4-я часть
Куртин В. А.
Тифозный барак
Шепот этот разрешается в могучую песню жизни, которую не омрачают безобразные крики и стоны моих соседей...
А их становилось все больше и больше. Теперь я уже видел их, отличал один от другого, интересовался ими.
С одной стороны около меня лежит старик черноморец, с другой девочка. К старику приходит его дочка, Ксеня. Иногда она приводит с собою двух мальчуганов. Это — внуки. Отца нет: убит в Крыму. Мать отстала где-то на Черноморском побережье и пропала без вести...
Против меня лежит казачка. У нее, как осложнение тифа, парализованы ноги и нижняя часть тела. Целые ночи и дни она громко кричит, никого не узнает и, очевидно, мучается ужасно.
От утра до позднего вечера у ее изголовья стоит высокий чернобородый казак. Держась за полы его полушубка, около него стоят мальчик и девочка, а на руках у него еще мальчик, которому едва ли есть полных два года.
Казак пристально смотрит в лицо умирающей жены. Я вижу как, время от времени, на его бороде блестят серебряные — слезы. Изредка он пересадит с одной руки на другую ребенка, покажет ему на больную и полувопросительно скажет:
— Маты?..
И тогда у него дрожит борода и чаще по ней пробегают серебряные капли.
На другой койке около умирающей казачки лежит казак. Мне видны только его борода да руки, которыми он непрестанно что-то ловит в воздухе. Это интересует старшего мальчугана, и он спрашивает отца:
— Тато, що вин ловэ?..
Отец, не отводя глаз от больной, только гладит его по голове свободной рукою.
Иногда какому-нибудь больному уделялось больше внимания, чем остальным. К нему чаще подходил доктор; его чаще навещали казаки...
А потом его выносили. А на его место приносили другого...

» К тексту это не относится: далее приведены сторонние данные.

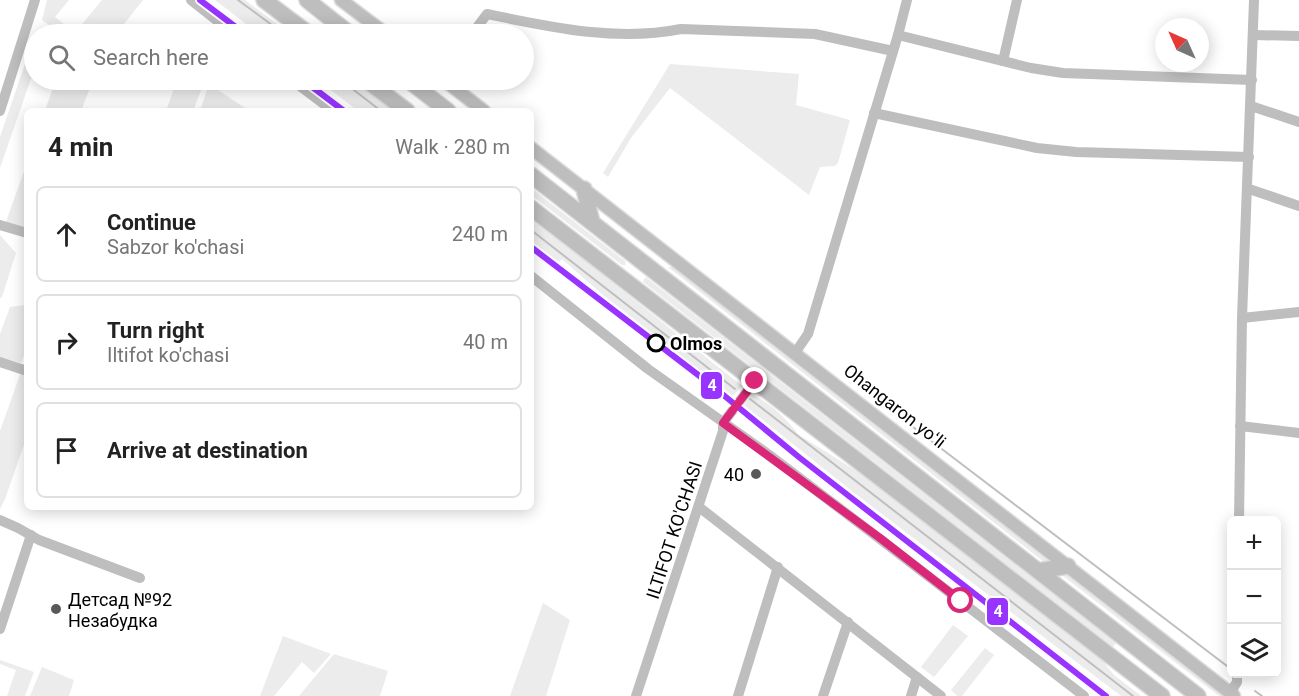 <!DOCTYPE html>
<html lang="en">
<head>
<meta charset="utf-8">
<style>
  body { margin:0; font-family:Roboto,sans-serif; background:#f2f2f2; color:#222 }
  .controls { position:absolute; right:18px; bottom:18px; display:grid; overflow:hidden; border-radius:9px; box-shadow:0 3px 15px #0003 }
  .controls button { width:54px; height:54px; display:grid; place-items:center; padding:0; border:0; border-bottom:2px solid #e0e0e0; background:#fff; color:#222; font:30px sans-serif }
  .compass { position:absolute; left:1155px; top:18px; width:54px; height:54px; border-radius:50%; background:#fff; box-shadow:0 3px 15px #0003; rotate:315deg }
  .stop { position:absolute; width:18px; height:18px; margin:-14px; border:4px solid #db2777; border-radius:50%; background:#fff }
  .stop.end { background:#db2777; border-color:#fff; box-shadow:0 2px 6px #0008 }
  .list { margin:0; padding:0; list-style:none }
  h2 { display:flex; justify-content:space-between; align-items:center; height:78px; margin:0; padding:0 24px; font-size:26px }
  h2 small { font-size:20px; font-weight:400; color:#767676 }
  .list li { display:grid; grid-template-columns:39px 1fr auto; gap:18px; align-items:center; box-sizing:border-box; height:96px; margin:0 12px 12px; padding:0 12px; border:2px solid #e0e0e0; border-radius:9px }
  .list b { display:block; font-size:22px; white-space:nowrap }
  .list p { margin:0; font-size:20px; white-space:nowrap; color:#767676 }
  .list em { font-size:20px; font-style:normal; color:#767676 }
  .icon { flex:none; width:33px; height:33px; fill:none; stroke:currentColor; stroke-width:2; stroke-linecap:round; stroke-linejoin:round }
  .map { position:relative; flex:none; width:1299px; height:696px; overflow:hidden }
  .search { position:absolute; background:#fff; box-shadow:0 3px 15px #0003; left:24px; top:24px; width:510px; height:66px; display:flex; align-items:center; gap:15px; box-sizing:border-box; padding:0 21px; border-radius:33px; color:#767676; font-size:22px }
  .panel { position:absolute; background:#fff; box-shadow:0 3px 15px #0003; left:24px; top:108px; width:510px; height:402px; border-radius:9px }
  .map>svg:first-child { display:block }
  .green { fill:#ececec }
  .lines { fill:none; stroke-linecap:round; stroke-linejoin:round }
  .stream { stroke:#bfbfbf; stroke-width:2 }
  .major-casing { stroke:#dbdbdb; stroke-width:15 }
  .highway-casing { stroke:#dbdbdb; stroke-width:18 }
  .minor { stroke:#bebebe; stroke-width:10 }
  .major { stroke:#bebebe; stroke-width:12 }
  .highway { stroke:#bebebe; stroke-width:15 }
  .metro-1-casing { stroke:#fff; stroke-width:10 }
  .metro-1 { stroke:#93f; stroke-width:6 }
  .route { stroke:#db2777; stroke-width:8 }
  .stop-dot { fill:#fff; stroke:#000; stroke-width:3 }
  .poi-dot { fill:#595959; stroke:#fff; stroke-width:2 }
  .labels { text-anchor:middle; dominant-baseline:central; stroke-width:5; stroke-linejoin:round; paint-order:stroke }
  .stop-label { font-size:18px; font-weight:bold; fill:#000; stroke:#fff; text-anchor:start }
  .street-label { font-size:18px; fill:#000; stroke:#fff }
  .poi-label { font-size:18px; fill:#000; stroke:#fff; text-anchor:end }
  .line-badge { stroke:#fff; stroke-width:2 }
  .badge-label { font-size:16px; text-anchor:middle; font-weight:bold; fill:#fff }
</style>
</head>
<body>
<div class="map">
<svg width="1299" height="696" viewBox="0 0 1299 696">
  <rect width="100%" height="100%" fill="#fff"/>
  <g class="green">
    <polygon points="47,0 69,0 55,17 70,29 68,34 62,34 42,20"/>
    <polygon points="102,0 143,0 116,34 74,34"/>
    <polygon points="215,0 245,0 291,34 279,34 274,31 271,34 259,34"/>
    <polygon points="25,64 34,67 34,70 0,168 0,137"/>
    <polygon points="670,64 799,74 796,105 850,120 838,163 835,166 820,167 809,195 670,88 631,138 608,177 603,173"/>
    <polygon points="56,80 93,80 81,111 45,110"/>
    <polygon points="177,80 205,80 193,111 166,111"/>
    <polygon points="318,80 351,80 393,111 358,111"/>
    <polygon points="209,84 245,108 244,111 200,111"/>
    <polygon points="27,163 27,233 4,227"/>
    <polygon points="531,188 625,261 626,265 622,265 531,195"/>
    <polygon points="531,217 742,386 733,396 603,295 562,259 559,262 531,241"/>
    <polygon points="0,235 16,253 2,297 0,298"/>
    <polygon points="668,267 676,267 1053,560 1044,562"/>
    <polygon points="645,277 647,278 1116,643 1113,647 643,282"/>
    <polygon points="27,302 27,347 21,363 0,357 0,334 10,307 26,305"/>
    <polygon points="22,369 27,371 27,436 5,499 0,509 0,431"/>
    <path d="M751 395C770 401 787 420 799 435L887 490 1098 655 1114 675 1141 696H1121L853 492 744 405Z"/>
    <polygon points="1071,574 1227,696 1219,696 1063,576"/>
    <polygon points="543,603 570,620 546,696 510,696"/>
    <polygon points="953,625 968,636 934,677 921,667"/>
    <polygon points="283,636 331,654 314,673 302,662 274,696 260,696"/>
    <polygon points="985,648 994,655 962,696 957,696 951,690"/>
    <polygon points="334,654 388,671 380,696 299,696"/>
    <polygon points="0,660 34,672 25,696 7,696 16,670 0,664"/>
    <polygon points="42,667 74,680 69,696 30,696"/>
  </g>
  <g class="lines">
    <g class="stream">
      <polyline points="238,0 284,34"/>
      <polyline points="341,80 381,111"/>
      <polyline points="531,230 735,389"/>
      <polyline points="750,399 1133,696"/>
      <polyline points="909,424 1227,666"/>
      <polyline points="1255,691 1262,696"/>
    </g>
    <g class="major-casing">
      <g id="major">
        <polyline points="341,0 386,34"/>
        <polyline points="444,80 484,111"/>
        <polyline points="531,148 1234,696"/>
      </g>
    </g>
    <g class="highway-casing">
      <g id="highway">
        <polyline points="264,0 309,34"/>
        <polyline points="307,0 350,34"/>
        <polyline points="366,80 407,111"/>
        <polyline points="408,80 448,111"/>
        <polyline points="531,175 1198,696"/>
        <polyline points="584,189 592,222"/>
        <polyline points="531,208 1162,696"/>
        <polyline points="1038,571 1068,566"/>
      </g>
    </g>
    <g class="minor">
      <polyline points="191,0 234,34"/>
      <path d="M472 34 487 14C550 27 616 42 681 29L815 34 893 51"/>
      <polyline points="898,35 1031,68 1063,73 1252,80"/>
      <polyline points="1253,35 1299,36"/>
      <polyline points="1003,61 1017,0"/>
      <polyline points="292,80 333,111"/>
      <polyline points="1251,106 1299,122"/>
      <polyline points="0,111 35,0"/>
      <polyline points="874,113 1037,148 1076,152 1249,157"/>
      <polyline points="1249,189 1299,206"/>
      <polyline points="0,225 27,233"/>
      <polyline points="531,276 648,369 768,454 880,539 1084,696"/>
      <polyline points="1242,318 1299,312"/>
      <polyline points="795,353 808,334 898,35 907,0"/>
      <polyline points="0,362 27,371"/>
      <polyline points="1240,426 1299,433"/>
      <polyline points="699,507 941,696"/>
      <polyline points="0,520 18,528 39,540 140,578"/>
      <polyline points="1239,520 1242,318 1254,0"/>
      <polyline points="0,629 31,535"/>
      <polyline points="1230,693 1237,682 1237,674"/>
      <polyline points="636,696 723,431 723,423 755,381"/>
      <polyline points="738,696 778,567"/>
      <polyline points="823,696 848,622"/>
      <polyline points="911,696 917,677"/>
    </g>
    <use href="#major" class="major"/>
    <use href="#highway" class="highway"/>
    <g class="metro-1-casing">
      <g id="metro-1">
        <polyline points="200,0 245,34"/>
        <polyline points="303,80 344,111"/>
        <polyline points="531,247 710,384 800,458 1106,696"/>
      </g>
    </g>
    <use href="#metro-1" class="metro-1"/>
  </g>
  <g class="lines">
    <polyline class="route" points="755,381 723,423 880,538 961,601"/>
  </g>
  <circle class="stop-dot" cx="656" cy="343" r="8"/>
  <g class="poi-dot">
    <circle cx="756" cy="474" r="6"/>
    <circle cx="56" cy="609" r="6"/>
  </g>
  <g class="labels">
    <g class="stop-label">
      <text x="670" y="343">Olmos</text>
    </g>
    <g class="street-label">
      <text transform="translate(895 406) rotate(38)">Ohangaron yoʻli</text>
      <text transform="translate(674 530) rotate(-72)">ILTIFOT KO'CHASI</text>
    </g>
    <g class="poi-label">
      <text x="744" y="474">40</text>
      <text x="68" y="599" text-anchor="start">Детсад №92<tspan x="68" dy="21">Незабудка</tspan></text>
    </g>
  </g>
  <g class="line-badge">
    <rect x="700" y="371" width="23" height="29" rx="6" fill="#93f"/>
    <rect x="986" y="597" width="23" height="29" rx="6" fill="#93f"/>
  </g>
  <g class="badge-label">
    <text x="712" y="391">4</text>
    <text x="998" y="617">4</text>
  </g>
</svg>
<div class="controls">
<button>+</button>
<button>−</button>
<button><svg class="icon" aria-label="layers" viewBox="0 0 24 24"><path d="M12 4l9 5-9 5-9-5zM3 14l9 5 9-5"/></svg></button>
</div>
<svg class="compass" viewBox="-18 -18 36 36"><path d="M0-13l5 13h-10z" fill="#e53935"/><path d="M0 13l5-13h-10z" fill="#767676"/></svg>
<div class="stop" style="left:961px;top:601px"></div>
<div class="stop end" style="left:755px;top:381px"></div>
<div class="search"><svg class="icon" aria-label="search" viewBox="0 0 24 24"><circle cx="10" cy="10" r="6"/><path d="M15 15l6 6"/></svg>Search here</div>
<section class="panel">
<h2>4 min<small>Walk · 280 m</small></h2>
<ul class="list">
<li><svg class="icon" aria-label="ahead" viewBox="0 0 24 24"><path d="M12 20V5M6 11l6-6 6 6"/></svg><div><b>Continue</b><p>Sabzor ko'chasi</p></div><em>240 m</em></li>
<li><svg class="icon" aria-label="right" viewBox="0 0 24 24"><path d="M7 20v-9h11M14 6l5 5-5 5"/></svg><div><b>Turn right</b><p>Iltifot ko'chasi</p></div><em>40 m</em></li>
<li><svg class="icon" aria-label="arrive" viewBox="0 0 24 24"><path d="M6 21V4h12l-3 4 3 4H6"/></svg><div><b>Arrive at destination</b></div></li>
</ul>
</section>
</div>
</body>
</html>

Так, однажды, вынесли и казачку. Два дня и две ночи кричала она, не переставая. Это не были крики от физической боли. Похоже было, что она о чем-то просила, что-то спрашивала... На рассвете третьего дня она вдруг затихла.
А когда санитары проносили ее около моей койки, я увидел желтое восковое лицо, с застывшим на нем страданием и оставшимся без ответа вопросом:
— За что?.. За что мне все эти страданья и смерть так далеко от родной станицы?..
Мой сосед, старик черноморец, приподнялся, посмотрел, перекрестил дрожащей рукой умершую и, как-то по-детски всхлипнув, произнес:
— Раньше тилькы козакы на чужбыни вмыралы, а тэпэр и бидным козачкам прыйшлося...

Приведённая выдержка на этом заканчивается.